In case you missed it, Corbett, using most of his 10 days to sign or veto the 2014-15, state budget finally decided to do both. He signed it, but excluded about $72 million mostly earmarked for the legislature. This he excised with his line-item veto popularly known as "blue lining." (A Pennsylvania governor cannot add appropriations to a budget passed by the legislature, but can selectively delete them.)

Corbett wiped out about 20 percent of the money intended to support the General Assembly plus some pet projects. (Before shedding a tear for the legislature be informed that it currently holds some $150 million in "reserve," more than enough to get it through the year.

Corbett did this to "encourage" the legislature to return to Harrisburg to enact pension reform, his number one priority, and perhaps salvage his swiftly disappearing chances of re-election. (Ignore for the moment that voters don’t care that much about pension reform and list it as their fourth or fifth most important issue. It spoils the story if you worry too much about that.)

To be fair, Corbett was in a bit of a tight corner when the legislature delivered an on time budget sans pension reform. Facing a daunting re-election challenge, he needed some accomplishments.

Still, he had some choices. He could have simply signed the bill, not a great choice because it would make him look weak in the face of the legislatures defiance of his agenda; he could have let the budget become law without his signature, another not so great choice because it would make a politician trying to demonstrate leadership look passive; or, worst choice of all, he could "blue line" the budget bill, cutting the legislative appropriation and alienating his remaining supporters in the Republican-controlled legislature.

This last worst choice was Corbett’s choice. He publicly chastised legislators for failing to give him the pension reform he seeks, while enraging many of his own party’s leaders by gutting their own 2014-15 appropriation. For a governor who has been neither bold nor aggressive, this is a bold and aggressive move. In effect, he is declaring war on his own party.

It’s Corbett’s OK Corral moment.

It’s also preface to a political gunfight he seems certain to lose.

First, and foremost, voters just don’t care that much about pension reform. They should but they don’t. And increasingly they think Corbett cannot win reelection; he currently trails his Democratic challenger by more than 20 points.

Second, the legislature can and probably will simply ignore Corbett. They can override his line-item veto with a two-thirds majority or they can live with the cuts, drawing on their ample "reserves" to see them through the rest of Corbett’s term.

Third, the Republican majorities that run the legislature (and we are using the word "run" loosely) simply don’t need Corbett to retain their legislative control or to win in the fall. Probably 90 percent or more of incumbents are now independent political entrepreneurs who look to neither the party nor the governor for continuance in office.
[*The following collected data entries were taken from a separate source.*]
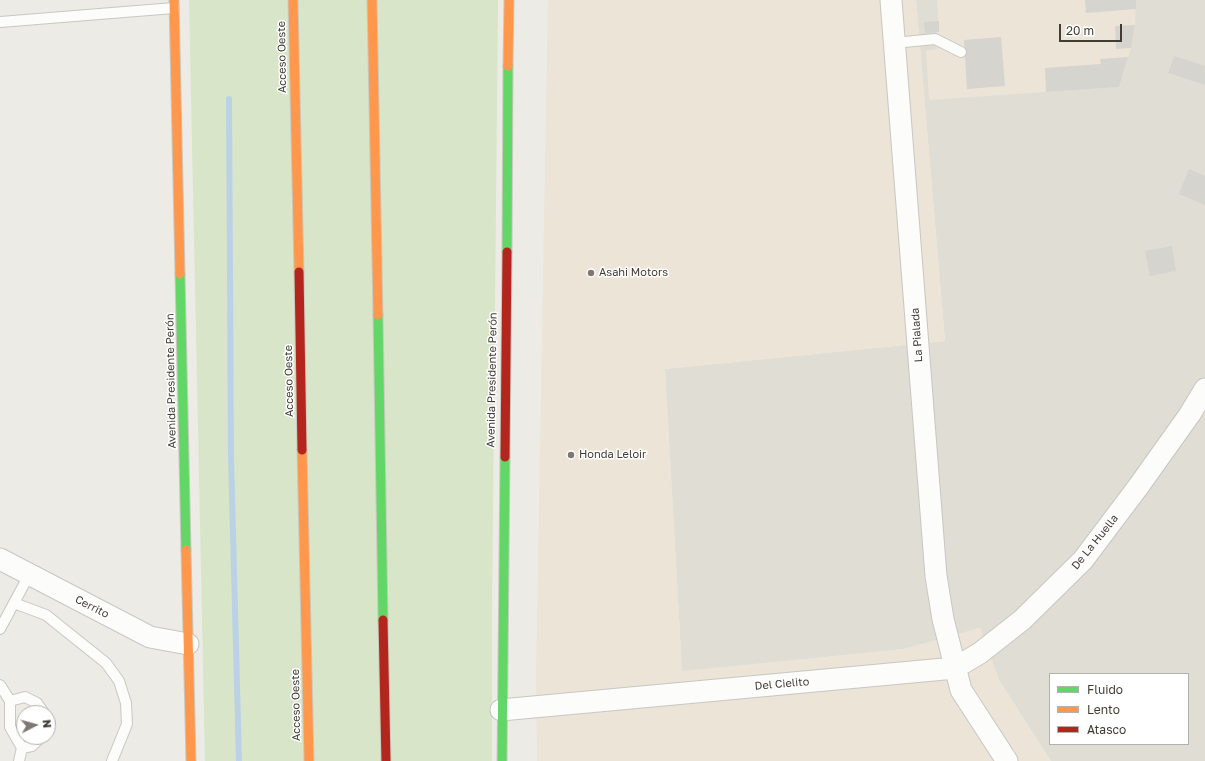 <!DOCTYPE html>
<html>
<head>
<meta charset="utf-8">
<style>
  body { margin:0 }
  #map { position:relative; width:1205px; height:761px; overflow:hidden; background:#ecebe6; font-family:"Golos Text",sans-serif }
  canvas { display:block }
  .legend { position:absolute; left:1049px; top:673px; width:140px; height:72px; box-sizing:border-box; background:#fff; border:1px solid #b3b1ae; margin:0; padding:5px 7px; list-style:none; font-size:12px; color:#413c34 }
  .legend li { display:flex; align-items:center; gap:8px; height:20px }
  .legend b { width:20px; border:1px solid #b3b1ae }
  .north { position:absolute; left:16px; top:705px; width:40px; height:40px; box-sizing:border-box; background:#fff; border:1px solid #b3b1ae; border-radius:50%; rotate:84deg; font-size:11px; font-weight:700; line-height:16px; text-align:center; color:#413c34 }
  .north::after { content:''; display:block; margin:auto; width:14px; height:18px; background:#7d7972; clip-path:polygon(50% 0,100% 100%,50% 72%,0 100%) }
  .scale { position:absolute; left:1059px; top:24px; width:63px; height:18px; box-sizing:border-box; border:2px solid #413c34; border-top:0; padding-left:5px; font-size:12px; line-height:14px; white-space:nowrap; color:#413c34; -webkit-text-stroke:3px #fff; paint-order:stroke }
</style>
</head>
<body>
<div id="map">
<canvas width="1205" height="761"></canvas>
<ul class="legend">
<li><b style="height:5px;background:#63d668"></b>Fluido</li>
<li><b style="height:5px;background:#ff974d"></b>Lento</li>
<li><b style="height:5px;background:#b3261e"></b>Atasco</li>
</ul>
<div class="north">N</div>
<div class="scale">20 m</div>
</div>
<script>
const ctx = document.querySelector('canvas').getContext('2d');
ctx.lineJoin = 'round';
function paint(path, color) {
  ctx.fillStyle = color;
  ctx.fill(path, 'evenodd');
}
function poly(rows) {
  const path = new Path2D();
  for (const r of rows) {
    path.moveTo(r[0], r[1]);
    for (let i = 2; i < r.length; i += 2) path.lineTo(r[i], r[i + 1]);
  }
  return path;
}
function strokePath(path, color, width, dash) {
  ctx.strokeStyle = color;
  ctx.lineWidth = width;
  ctx.lineCap = dash ? 'butt' : 'round';
  ctx.setLineDash(dash || []);
  ctx.stroke(path);
}
function drawText(font, color, halo, rows, align = 'center') {
  ctx.font = font + ' "Golos Text",sans-serif';
  ctx.lineWidth = 3;
  ctx.setLineDash([]);
  ctx.textBaseline = 'middle';
  ctx.strokeStyle = halo;
  ctx.fillStyle = color;
  for (const [text, x, y, turn = 0] of rows) {
    ctx.save();
    ctx.translate(x, y);
    ctx.rotate((+turn || 0) * Math.PI / 180);
    ctx.textAlign = isNaN(turn) ? turn : align;
    if (halo) ctx.strokeText(text, 0, 0);
    ctx.fillText(text, 0, 0);
    ctx.restore();
  }
}
paint(poly([
  [916,0,1205,0,1205,761,1051,761,999,680,980,628,904,649,682,672,665,369,945,341],
  [1050,674,1188,674,1188,744,1050,744]
]), '#e0ddd4');
paint(poly([
  [548,0,916,0,945,341,665,369,682,671,904,649,980,628,999,680,1051,761,537,761,536,678],
  [937,0,1136,0,1135,25,1131,48,1119,87,929,100,926,51,936,49,934,33,939,32]
]), '#ebe4d7');
paint(poly([
  [189,0,498,0,492,609,492,761,205,761]
]), '#d8e5c8');
strokePath(poly([
  [229,99,231,457,239,761]
]), '#bbd2e6', 6);
paint(poly([
  [1085,0,1136,0,1136,9,1086,13],
  [939,21,939,32,925,33,924,22],
  [1135,25,1131,48,1116,49,1115,26],
  [1001,37,1005,86,967,89,964,40],
  [1174,56,1205,66,1205,85,1168,73],
  [1128,57,1119,87,1046,92,1045,68,1101,64,1100,59],
  [1189,169,1205,176,1205,205,1179,194],
  [1172,246,1176,271,1150,276,1145,251]
]), '#d5d4cf');
const lane = poly([
  [0,22,174,8],
  [894,43,935,39,961,52],
  [14,603,46,615,106,663,119,681,126,703,127,724,112,761],
  [0,629,29,575],
  [0,685,10,701,10,727,22,748,19,761],
  [10,701,25,697,37,703,44,713],
  [22,748,32,746,41,737]
]);
const street = poly([
  [891,0,936,576,943,619,961,690,1007,761],
  [0,559,150,637,188,644],
  [501,710,955,668,980,653,1022,620,1083,560,1138,487,1190,414,1205,389]
]);
const fast = poly([
  [507,252,508,66],
  [180,274,186,550],
  [378,315,383,620],
  [502,761,505,457]
]);
const slow = poly([
  [174,0,180,274],
  [293,0,299,272],
  [372,0,378,315],
  [508,66,509,0],
  [302,450,309,761],
  [186,550,191,761]
]);
const jam = poly([
  [299,272,302,450],
  [505,457,507,252],
  [383,620,386,761]
]);
strokePath(lane, '#c8c7c2', 12);
strokePath(street, '#c8c7c2', 23);
strokePath(fast, '#cac8be', 11);
strokePath(slow, '#cac8be', 11);
strokePath(jam, '#cac8be', 11);
strokePath(lane, '#fcfcfb', 10);
strokePath(street, '#fcfcfb', 21);
strokePath(fast, '#63d668', 9);
strokePath(slow, '#ff974d', 9);
strokePath(jam, '#b3261e', 9);
for (const [x, y, r, color] of [
  [591,273,4,"#7d7972"],
  [571,455,4,"#7d7972"]
]) {
  const dot = new Path2D();
  dot.arc(x, y, r, 0, 2 * Math.PI);
  ctx.fillStyle = color;
  ctx.fill(dot);
  strokePath(dot, '#fff', 1.5);
}
drawText('11px', '#413c34', '#fff', [
  ["Acceso Oeste",282,57,-91],
  ["La Pialada",917,335,-94],
  ["Avenida Presidente Perón",492,380,-89],
  ["Avenida Presidente Perón",171,381,-91],
  ["Acceso Oeste",289,381,-91],
  ["De La Huella",1095,542,-51],
  ["Cerrito",92,607,27],
  ["Del Cielito",782,684,-5],
  ["Acceso Oeste",296,705,-91]
]);
drawText('11px', '#413c34', '#fff', [
  ["Asahi Motors",599,273],
  ["Honda Leloir",579,455]
], 'left');
</script>
</body>
</html>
Finally, the legislature simply isn’t going to pass any kind of pension reform this session even close to Corbett’s proposals. The consensus isn’t there; the votes are not there; and the will is not there. It isn’t going to happen.
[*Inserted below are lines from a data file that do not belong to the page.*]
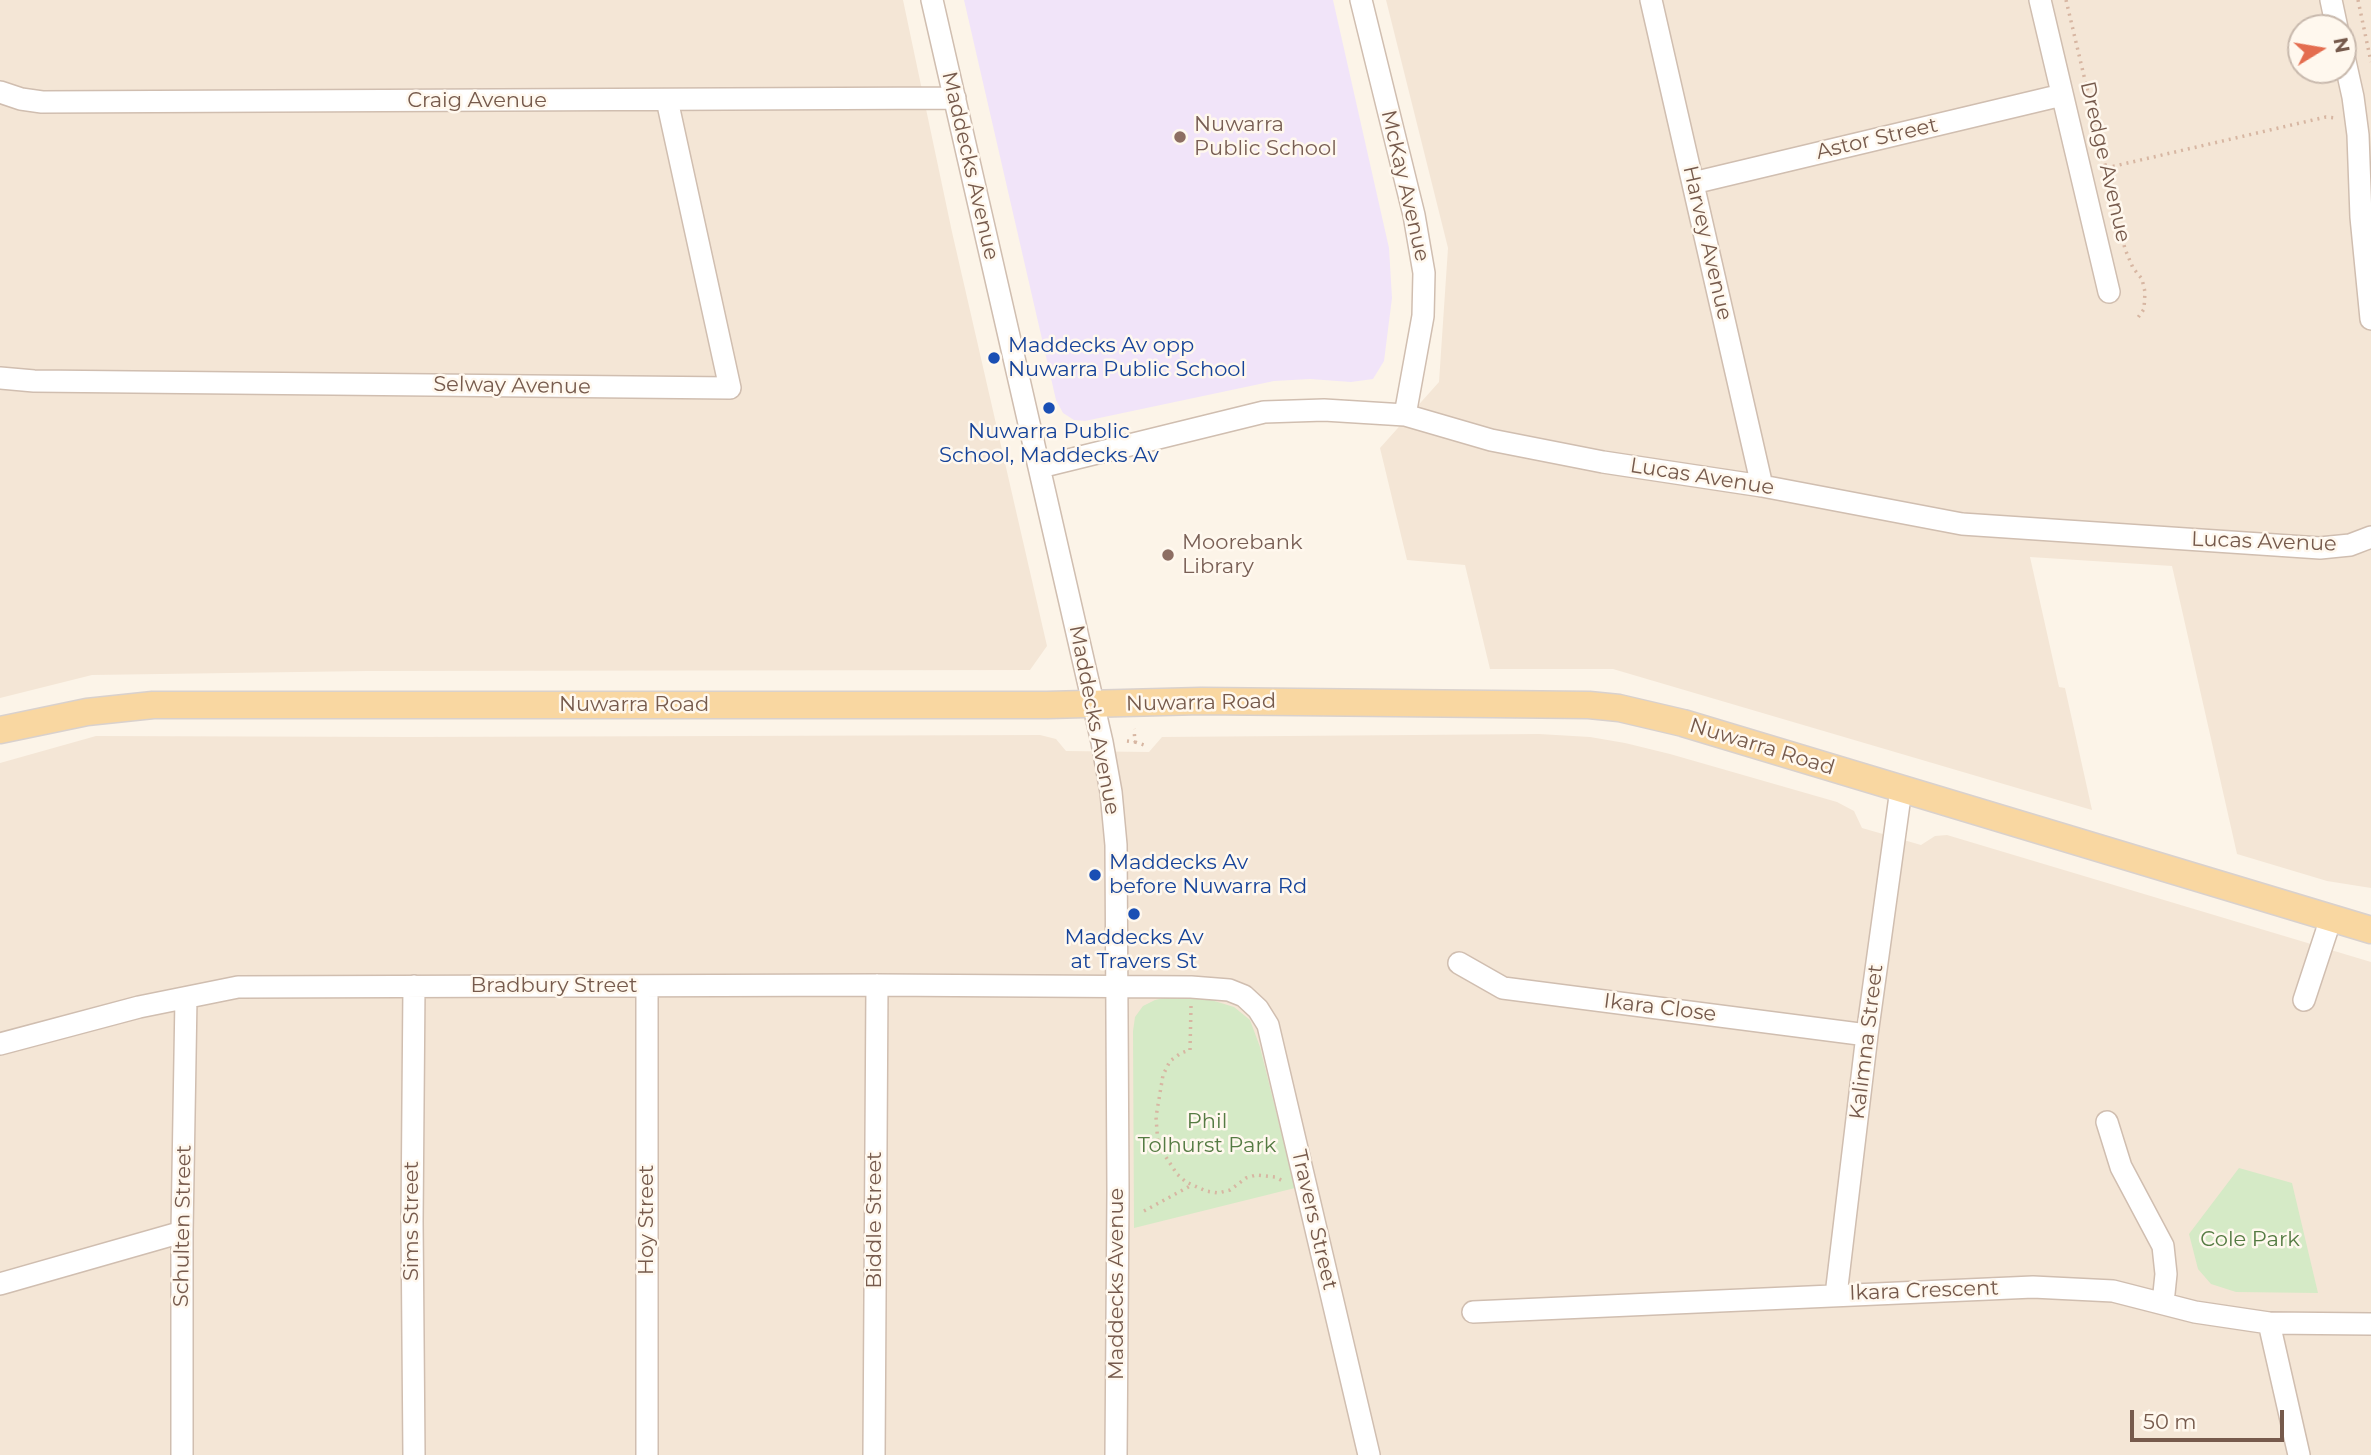 <!DOCTYPE html>
<style>
body{margin:0}
#map{position:relative;width:2371px;height:1455px;overflow:hidden;background:#fcf4e8;font-family:Montserrat,sans-serif}
canvas{display:block}
.north{position:absolute;left:2287px;top:14px;width:70px;height:70px;box-sizing:border-box;background:#fff8ee;border:2px solid #c8b9ad;border-radius:50%;rotate:79deg;font-size:19px;font-weight:700;line-height:28px;text-align:center;color:#765a4c}
.north::after{content:'';display:block;margin:auto;width:24px;height:32px;background:#e46d4f;clip-path:polygon(50% 0,100% 100%,50% 72%,0 100%)}
.scale{position:absolute;left:2130px;top:1410px;width:154px;height:32px;box-sizing:border-box;border:4px solid #765a4c;border-top:0;padding-left:9px;font-size:21px;line-height:24px;white-space:nowrap;color:#765a4c;-webkit-text-stroke:5px #fff8ee;paint-order:stroke}
</style>
<div id="map">
<canvas width="2371" height="1455"></canvas>
<div class="north">N</div>
<div class="scale">50 m</div>
</div>
<script>
const context = document.querySelector('canvas').getContext('2d');
context.lineJoin = 'round';
function fill(path, color) {
  context.fillStyle = color;
  context.fill(path, 'evenodd');
}
function toPath(rows) {
  const path = new Path2D();
  for (const r of rows) {
    path.moveTo(r[0], r[1]);
    for (let i = 2; i < r.length; i += 2) path.lineTo(r[i], r[i + 1]);
  }
  return path;
}
function strokePath(path, color, width, dash) {
  context.strokeStyle = color;
  context.lineWidth = width;
  context.lineCap = dash ? 'butt' : 'round';
  context.setLineDash(dash || []);
  context.stroke(path);
}
function drawText(font, color, halo, rows, align = 'center') {
  context.font = font + ' Montserrat,sans-serif';
  context.lineWidth = 5;
  context.setLineDash([]);
  context.textBaseline = 'middle';
  context.strokeStyle = halo;
  context.fillStyle = color;
  for (const [text, x, y, turn = 0] of rows) {
    context.save();
    context.translate(x, y);
    context.rotate((+turn || 0) * Math.PI / 180);
    context.textAlign = isNaN(turn) ? turn : align;
    if (halo) context.strokeText(text, 0, 0);
    context.fillText(text, 0, 0);
    context.restore();
  }
}
const residential = toPath([
 [0,0,903,0,952,232,1047,646,1030,670,367,671,92,675,0,698],
 [1386,0,2371,0,2371,888,2327,881,2237,854,2172,566,2030,557,2059,687,2065,688,2092,810,1613,669,1490,669,1465,565,1407,560,1380,448,1439,382,1448,248],
 [2301,28,2343,28,2343,70,2301,70],
 [1539,734,1590,737,1625,743,1670,754,1837,802,1854,811,1862,828,1921,845,1935,836,1947,835,2371,962,2371,1455,0,1455,0,763,96,736,411,737,1040,735,1056,739,1066,751,1149,752,1162,737]
]);
const education = toPath([
 [964,0,1333,0,1389,248,1392,298,1384,361,1373,379,1351,382,1310,379,1274,381,1085,421,1074,420,1063,413,1056,400]
]);
const green = toPath([
 [1169,997,1208,999,1234,1007,1250,1020,1260,1047,1295,1188,1134,1228,1133,1031,1135,1017,1143,1006,1155,1000],
 [2239,1168,2292,1183,2318,1293,2236,1292,2211,1284,2198,1269,2189,1234]
]);
const path = toPath([
 [2066,0,2125,249,2133,268,2142,279,2145,292,2144,309,2137,319],
 [2358,0,2371,62],
 [2106,168,2326,117,2337,118],
 [1127,741,1135,742,1134,729],
 [1135,742,1144,745],
 [1191,1006,1190,1050,1181,1053,1170,1061,1163,1075,1156,1117,1158,1145,1177,1174,1186,1182,1206,1191,1218,1193,1230,1190,1246,1178,1256,1175,1275,1177,1285,1182],
 [1144,1211,1192,1185]
]);
const minor = toPath([
 [932,0,1102,742,1111,792,1116,845,1118,1191,1116,1455],
 [1361,0,1414,215,1424,273,1423,316,1405,415],
 [1651,0,1762,486],
 [2040,0,2109,292],
 [2331,0,2337,28],
 [2343,52,2353,97,2358,135,2361,217,2371,319],
 [0,92,21,99,42,102,955,98],
 [1693,183,2062,95],
 [0,378,34,381,730,388,667,100],
 [1040,467,1264,412,1324,410,1405,415,1491,440,1603,462,1762,486,1962,524,2320,548,2350,545,2371,537],
 [1459,963,1503,988,1867,1035],
 [414,986,412,1221,414,1455],
 [2304,1000,2331,918],
 [0,1044,139,1007,238,987,877,985,1191,987,1229,990,1244,996,1258,1009,1268,1025,1369,1455],
 [2107,1122,2121,1167,2163,1246,2166,1274,2163,1303],
 [0,1284,182,1232],
 [1836,1295,1867,1035,1901,789],
 [1473,1312,2033,1287,2113,1291,2195,1312,2269,1323,2371,1324],
 [2269,1323,2299,1455],
 [182,1455,182,1232,186,998],
 [647,1455,647,986],
 [874,1455,877,985]
]);
const major = toPath([
 [0,730,87,712,153,705,1047,705,1201,701,1589,705,1619,708,1683,723,2371,930]
]);
const markers = [
 [1180,137,7,"#8d6e63"],
 [994,358,7,"#1a4fb4"],
 [1049,408,7,"#1a4fb4"],
 [1168,555,7,"#8d6e63"],
 [1095,875,7,"#1a4fb4"],
 [1134,914,7,"#1a4fb4"]
];
const streetNames = [
 ["Craig Avenue",477,101],
 ["Astor Street",1877,139,-13],
 ["Dredge Avenue",2105,162,77],
 ["Maddecks Avenue",970,166,77],
 ["McKay Avenue",1405,186,77],
 ["Harvey Avenue",1707,243,77],
 ["Selway Avenue",512,386,1],
 ["Lucas Avenue",1702,477,9],
 ["Lucas Avenue",2264,542,2],
 ["Nuwarra Road",1201,703,-1],
 ["Nuwarra Road",634,705],
 ["Maddecks Avenue",1094,720,79],
 ["Nuwarra Road",1762,747,17],
 ["Bradbury Street",554,986],
 ["Ikara Close",1660,1008,7],
 ["Kalimna Street",1867,1042,-83],
 ["Hoy Street",647,1220,-90],
 ["Biddle Street",875,1220,-90],
 ["Travers Street",1314,1220,77],
 ["Sims Street",412,1221,-90],
 ["Schulten Street",183,1226,-89],
 ["Maddecks Avenue",1117,1284,-90],
 ["Ikara Crescent",1924,1291,-2]
];
const educationNames = [
 ["Nuwarra",1194,125],
 ["Public School",1194,149],
 ["Moorebank",1182,543],
 ["Library",1182,567]
];
const transitNames = [
 ["Maddecks Av opp",1008,346],
 ["Nuwarra Public School",1008,370],
 ["Nuwarra Public",1049,432,"center"],
 ["School, Maddecks Av",1049,456,"center"],
 ["Maddecks Av",1109,863],
 ["before Nuwarra Rd",1109,887],
 ["Maddecks Av",1134,938,"center"],
 ["at Travers St",1134,962,"center"]
];
const parkNames = [
 ["Phil",1207,1122],
 ["Tolhurst Park",1207,1146],
 ["Cole Park",2250,1240]
];
fill(residential, '#f4e6d6');
fill(education, '#f1e4f9');
fill(green, '#d5eac6');
strokePath(minor, '#d0beb0', 24);
strokePath(major, '#d9d1cd', 29);
strokePath(path, '#d7b6a2', 3.5, [2, 5]);
strokePath(minor, '#fff', 21);
strokePath(major, '#f9d7a1', 26);
for (const [x, y, r, color] of markers) {
  const dot = new Path2D();
  dot.arc(x, y, r, 0, 2 * Math.PI);
  context.fillStyle = color;
  context.fill(dot);
  strokePath(dot, '#fff8ee', 2.5);
}
drawText('21px', '#765a4c', '#fff8ee', streetNames);
drawText('21px', '#785e54', '#fff8ee', educationNames, 'left');
drawText('21px', '#164399', '#fff8ee', transitNames, 'left');
drawText('21px', '#557b43', '#fff8ee', parkNames);
</script>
Corbett does have one more card to play. He could call for a special session of the legislature to work on pension reform. But this is a strategy likely to backfire. Excepting Tom Ridge’s special session on crime in the 1990’s, the record on special sessions is decidedly mixed. More typical is the experience of Gov. Ed Rendell who called a special session on transportation in 2010 that produced nothing.

That’s because in a special session all the legislature has to do is show up. The governor cannot force them to vote up or down on pensions or anything else. They can gavel in, then gavel out and go home, an embarrassment Corbett cannot afford.

Corbett’s dilemma is only partially self-inflicted. Certainly, his leadership style and political skills are not a good fit for the mud wrestling, arm-twisting brand of politics often practiced in Pennsylvania.

But the larger problem exists in the legislature itself. House Republicans are badly split between a militant tea party group and traditional moderates from suburban areas. Moderate Republicans controlling the Senate clash with the more conservative House. And the leadership in both caucuses is no longer able to get together, wheel and deal, and reach compromise on vital issues.

In a very real sense the Pennsylvania legislature has become dysfunctional — much like the U.S. Congress has become dysfunctional — and Corbett, a governor of modest political abilities must deal with that reality.

It’s now clear he can’t do that.

Much more troubling is the growing suspicion no one else can, either.